*** Opening of INPUT DATA ***

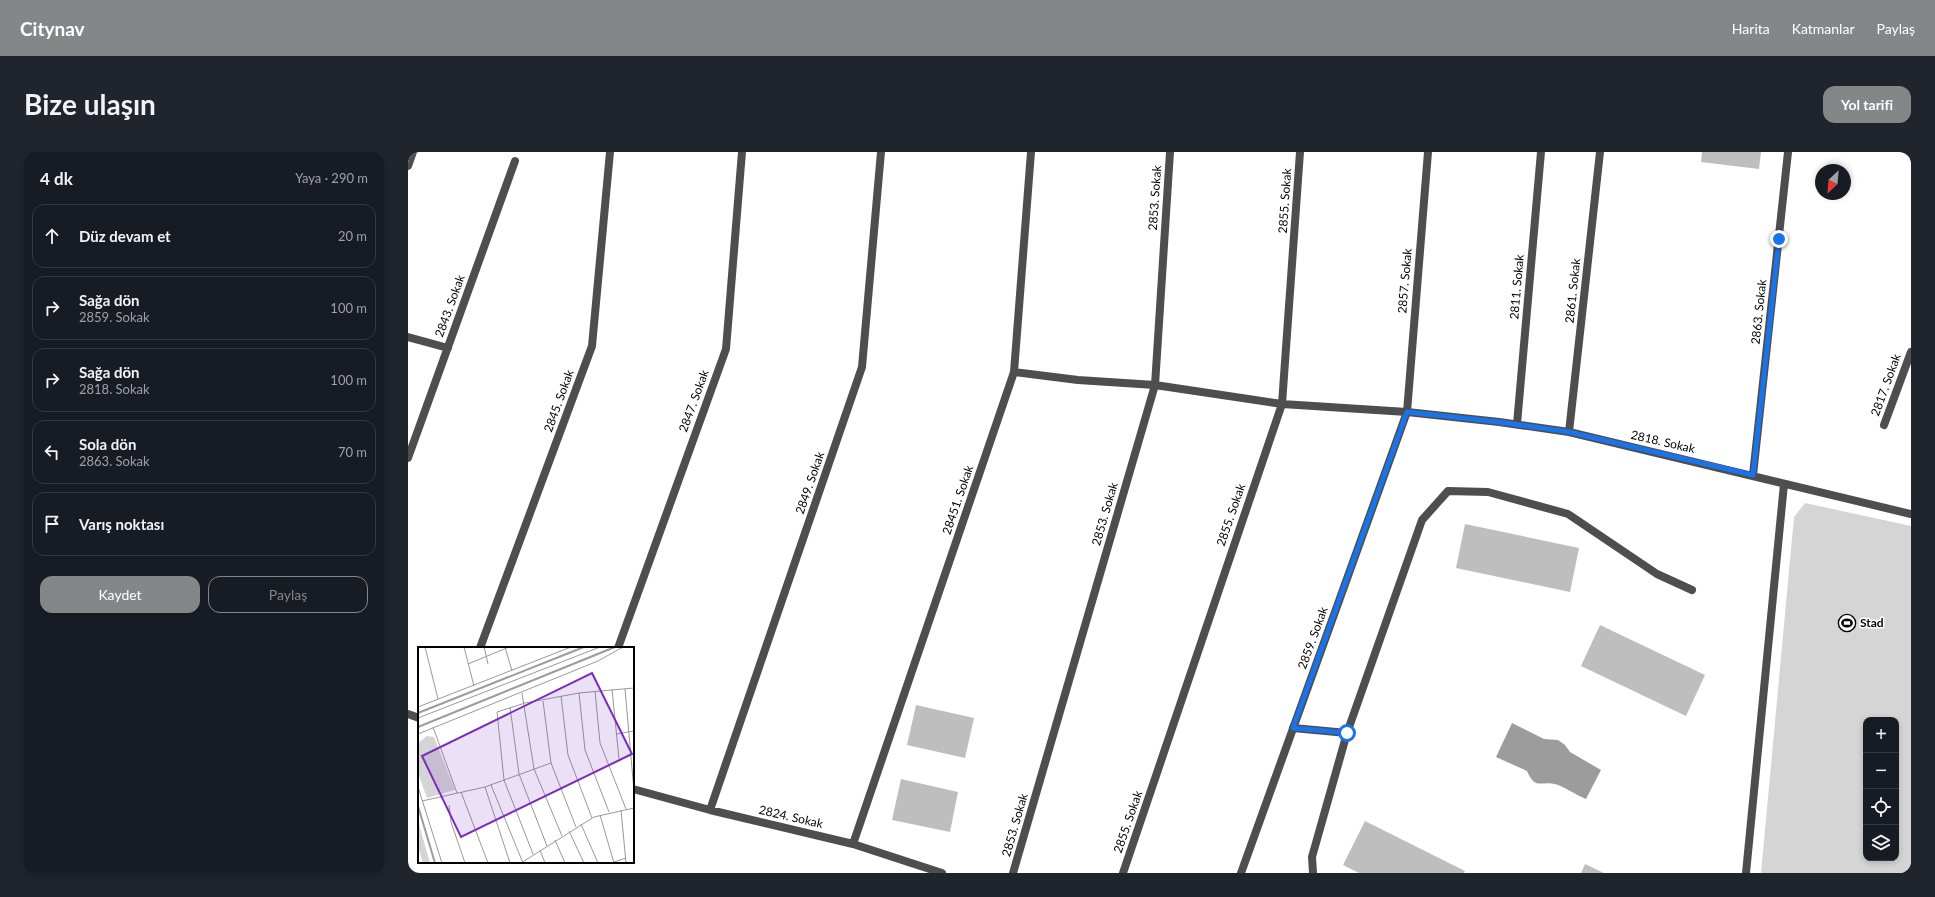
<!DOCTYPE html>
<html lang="tr">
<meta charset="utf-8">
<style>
:root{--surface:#171b24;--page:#20242c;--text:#f1f3f6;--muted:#9ea1a6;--line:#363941;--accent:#858687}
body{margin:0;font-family:Lato,sans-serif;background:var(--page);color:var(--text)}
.controls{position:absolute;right:12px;bottom:12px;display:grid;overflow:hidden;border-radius:8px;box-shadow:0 2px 6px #0003}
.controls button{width:36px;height:36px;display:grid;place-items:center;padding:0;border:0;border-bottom:1px solid var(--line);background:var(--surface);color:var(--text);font:20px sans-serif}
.compass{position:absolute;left:1407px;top:12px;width:36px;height:36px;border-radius:50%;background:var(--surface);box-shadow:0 2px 6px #0003;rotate:206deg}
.stop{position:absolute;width:12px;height:12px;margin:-9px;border:3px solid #1a73e8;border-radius:50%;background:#fff}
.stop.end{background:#1a73e8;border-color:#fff;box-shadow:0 1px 4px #0008}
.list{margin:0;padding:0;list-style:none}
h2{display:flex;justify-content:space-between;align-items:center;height:52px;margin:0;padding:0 16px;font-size:17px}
h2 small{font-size:13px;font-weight:400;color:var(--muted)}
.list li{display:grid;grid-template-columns:26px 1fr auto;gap:12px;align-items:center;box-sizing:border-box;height:64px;margin:0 8px 8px;padding:0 8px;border:1px solid var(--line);border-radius:12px}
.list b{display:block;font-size:15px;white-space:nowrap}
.list p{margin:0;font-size:13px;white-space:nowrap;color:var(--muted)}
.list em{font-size:13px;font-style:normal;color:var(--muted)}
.actions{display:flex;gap:8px;padding:12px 16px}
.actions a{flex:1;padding:9px 0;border:1px solid var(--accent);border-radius:12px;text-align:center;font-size:14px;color:var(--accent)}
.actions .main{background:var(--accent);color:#fff}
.icon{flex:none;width:22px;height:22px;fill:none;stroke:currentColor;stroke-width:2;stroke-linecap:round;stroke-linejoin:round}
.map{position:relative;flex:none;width:1503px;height:721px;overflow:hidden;border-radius:12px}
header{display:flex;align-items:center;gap:24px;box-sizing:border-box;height:56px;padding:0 20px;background:var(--accent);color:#fff}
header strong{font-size:19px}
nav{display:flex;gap:22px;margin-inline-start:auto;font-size:14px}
.intro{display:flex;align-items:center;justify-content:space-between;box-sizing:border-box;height:96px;padding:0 24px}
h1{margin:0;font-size:28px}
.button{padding:10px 18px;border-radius:12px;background:var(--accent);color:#fff;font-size:14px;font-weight:700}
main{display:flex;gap:24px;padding:0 24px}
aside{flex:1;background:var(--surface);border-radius:12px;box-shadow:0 2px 6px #0003}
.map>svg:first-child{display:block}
</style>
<header>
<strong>Citynav</strong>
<nav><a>Harita</a><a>Katmanlar</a><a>Paylaş</a></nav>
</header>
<div class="intro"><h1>Bize ulaşın</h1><a class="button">Yol tarifi</a></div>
<main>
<aside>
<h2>4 dk<small>Yaya · 290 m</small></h2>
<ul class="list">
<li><svg class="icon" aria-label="ahead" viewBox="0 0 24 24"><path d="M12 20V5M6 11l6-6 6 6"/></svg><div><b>Düz devam et</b></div><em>20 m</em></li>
<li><svg class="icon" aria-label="right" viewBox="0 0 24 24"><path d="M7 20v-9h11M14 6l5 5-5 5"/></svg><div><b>Sağa dön</b><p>2859. Sokak</p></div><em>100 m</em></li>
<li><svg class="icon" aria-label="right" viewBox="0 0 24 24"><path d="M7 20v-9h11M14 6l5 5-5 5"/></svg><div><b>Sağa dön</b><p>2818. Sokak</p></div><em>100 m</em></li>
<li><svg class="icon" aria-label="left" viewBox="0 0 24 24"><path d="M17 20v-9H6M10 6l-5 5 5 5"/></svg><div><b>Sola dön</b><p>2863. Sokak</p></div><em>70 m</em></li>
<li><svg class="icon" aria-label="arrive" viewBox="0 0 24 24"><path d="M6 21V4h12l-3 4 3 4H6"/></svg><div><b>Varış noktası</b></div></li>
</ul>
<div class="actions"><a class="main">Kaydet</a><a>Paylaş</a></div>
</aside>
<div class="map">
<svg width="1503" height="721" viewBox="0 0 1503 721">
<rect width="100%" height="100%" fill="#fff"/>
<path fill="#d5d5d5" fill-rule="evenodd" d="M1397,351L1503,374V721H1353L1386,365ZM1458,568H1488V706H1458Z"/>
<path fill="#9c9c9c" d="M1104,571L1136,587L1150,588L1157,593L1162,600L1193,618L1178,647C1168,643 1157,635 1147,632C1133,629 1127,638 1119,619L1088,605Z"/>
<path fill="#bebebe" d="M1294,0H1353L1351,17L1293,10Z
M1057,372L1171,396L1162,440L1048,416Z
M1192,473L1297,523L1278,564L1173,514Z
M508,553L566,566L557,606L499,593Z
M493,627L550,640L542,680L484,668Z
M957,669L1057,719L1056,721H951L935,713Z
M1177,712L1196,721H1173Z"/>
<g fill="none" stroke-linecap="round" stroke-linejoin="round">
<path stroke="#4e4e4e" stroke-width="8" d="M885,576L939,581L904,705L905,721
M939,581L1014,368L1040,339L1080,340L1160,362L1249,422L1284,438"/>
<path stroke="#4e4e4e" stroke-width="8" d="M0,14L5,0
M0,185L40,196
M606,220L670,228L747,233L874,252L999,260L1091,270L1161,280L1503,362
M1109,272L1133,0
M1476,273L1503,200
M1161,280L1192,0
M0,306L107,9
M1345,323L1380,0
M72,496L184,194L202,0
M210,496L318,197L334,0
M0,562L11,566
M225,637L302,658L445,692L534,721
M302,658L454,215L473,0
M445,692L606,220L623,0
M605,721L747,233L762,0
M715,721L874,252L892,0
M833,721L999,260L1020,0
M1338,721L1376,332"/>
</g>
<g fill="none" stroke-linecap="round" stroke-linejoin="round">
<path stroke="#1a73e8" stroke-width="5" d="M939,581L885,576L999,260L1091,270L1161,280L1345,323L1371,87"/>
</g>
<defs>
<symbol id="stadium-ring" viewBox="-11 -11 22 22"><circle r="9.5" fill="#fff" stroke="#000" stroke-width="1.5"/><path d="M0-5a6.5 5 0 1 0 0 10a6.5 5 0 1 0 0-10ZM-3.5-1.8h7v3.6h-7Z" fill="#000"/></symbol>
</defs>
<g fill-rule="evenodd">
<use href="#stadium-ring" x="1429" y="461" width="20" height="20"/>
</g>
<g text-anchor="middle" stroke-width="3" stroke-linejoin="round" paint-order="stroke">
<g font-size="12" fill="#000" stroke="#fff">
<text transform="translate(747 46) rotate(-86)" y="4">2853. Sokak</text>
<text transform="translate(877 49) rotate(-86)" y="4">2855. Sokak</text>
<text transform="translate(997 129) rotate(-85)" y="4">2857. Sokak</text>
<text transform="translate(1109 135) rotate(-85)" y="4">2811. Sokak</text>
<text transform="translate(1165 139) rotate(-84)" y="4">2861. Sokak</text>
<text transform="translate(42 154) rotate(-70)" y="4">2843. Sokak</text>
<text transform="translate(1351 160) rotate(-84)" y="4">2863. Sokak</text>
<text transform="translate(1478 233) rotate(-70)" y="4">2817. Sokak</text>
<text transform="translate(151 249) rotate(-70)" y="4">2845. Sokak</text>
<text transform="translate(286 249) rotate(-70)" y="4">2847. Sokak</text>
<text transform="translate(1255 290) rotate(13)" y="4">2818. Sokak</text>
<text transform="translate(402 331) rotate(-71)" y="4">2849. Sokak</text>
<text transform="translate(550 348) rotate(-71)" y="4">28451. Sokak</text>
<text transform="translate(697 362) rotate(-74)" y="4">2853. Sokak</text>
<text transform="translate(823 363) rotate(-71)" y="4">2855. Sokak</text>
<text transform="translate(905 486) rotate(-70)" y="4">2859. Sokak</text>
<text transform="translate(383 665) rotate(13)" y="4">2824. Sokak</text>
<text transform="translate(720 670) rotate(-71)" y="4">2855. Sokak</text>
<text transform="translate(607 673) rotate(-74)" y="4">2853. Sokak</text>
</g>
<g font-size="12" font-weight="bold" fill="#000" stroke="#fff" text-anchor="start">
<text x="1452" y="475">Stad</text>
</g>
</g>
<g transform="translate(10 495)">
<rect width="216" height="216" fill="#fff"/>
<path d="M9,89L16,90L37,143L9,151L0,126V96ZM0,174L12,216H5L0,200Z" fill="#d5d5d5"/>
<path fill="none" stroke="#9c9c9c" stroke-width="2" d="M0,66L166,0M0,80L197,0M0,159L17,216"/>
<path fill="none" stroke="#999" stroke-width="1" d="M7,0L20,52M46,0L56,39M66,0L70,17M87,0L94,24M50,17L91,0M194,42L201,112M207,42L216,144M177,44L182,96L208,162M104,46L116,122L144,189M161,46L167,103L191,165M143,49L150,108L174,171M125,54L133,116L158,180M0,60L153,0M92,60L101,127L129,199M0,71L182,0M15,80L39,146M0,87L180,14L205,0M198,87L216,84M73,138L105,216M0,140L24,216M67,140L92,216M43,145L70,216M4,154L67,140L133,116M31,158L33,175L47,216M203,163L208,216M182,168L196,216M163,177L180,216M151,184L166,216M137,193L147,216M122,203L127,216M115,207L86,133L79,65L107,56L161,46L216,41M196,215L208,211M103,216L176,170L216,161"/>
<path fill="#7b2cbf" fill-opacity="0.15" stroke="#7b2cbf" stroke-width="2" d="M174,26L214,107L43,190L4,109Z"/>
<rect width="216" height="216" fill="none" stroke="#000" stroke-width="2"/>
</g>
</svg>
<div class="controls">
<button>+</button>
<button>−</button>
<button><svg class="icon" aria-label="locate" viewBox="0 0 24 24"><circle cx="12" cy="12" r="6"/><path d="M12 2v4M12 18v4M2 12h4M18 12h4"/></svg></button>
<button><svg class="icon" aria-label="layers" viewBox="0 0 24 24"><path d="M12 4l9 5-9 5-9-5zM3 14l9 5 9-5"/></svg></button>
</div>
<svg class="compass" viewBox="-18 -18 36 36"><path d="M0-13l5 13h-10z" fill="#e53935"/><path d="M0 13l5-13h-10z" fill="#9ea1a6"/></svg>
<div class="stop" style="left:939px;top:581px"></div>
<div class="stop end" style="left:1371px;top:87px"></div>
</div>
</main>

*** Close of INPUT DATA ***

WHAT YOU NEED TO DO: Each line in the material above that mentions the word "sans" must be copied.

WRITTEN SOLUTION:
body{margin:0;font-family:Lato,sans-serif;background:var(--page);color:var(--text)}
.controls button{width:36px;height:36px;display:grid;place-items:center;padding:0;border:0;border-bottom:1px solid var(--line);background:var(--surface);color:var(--text);font:20px sans-serif}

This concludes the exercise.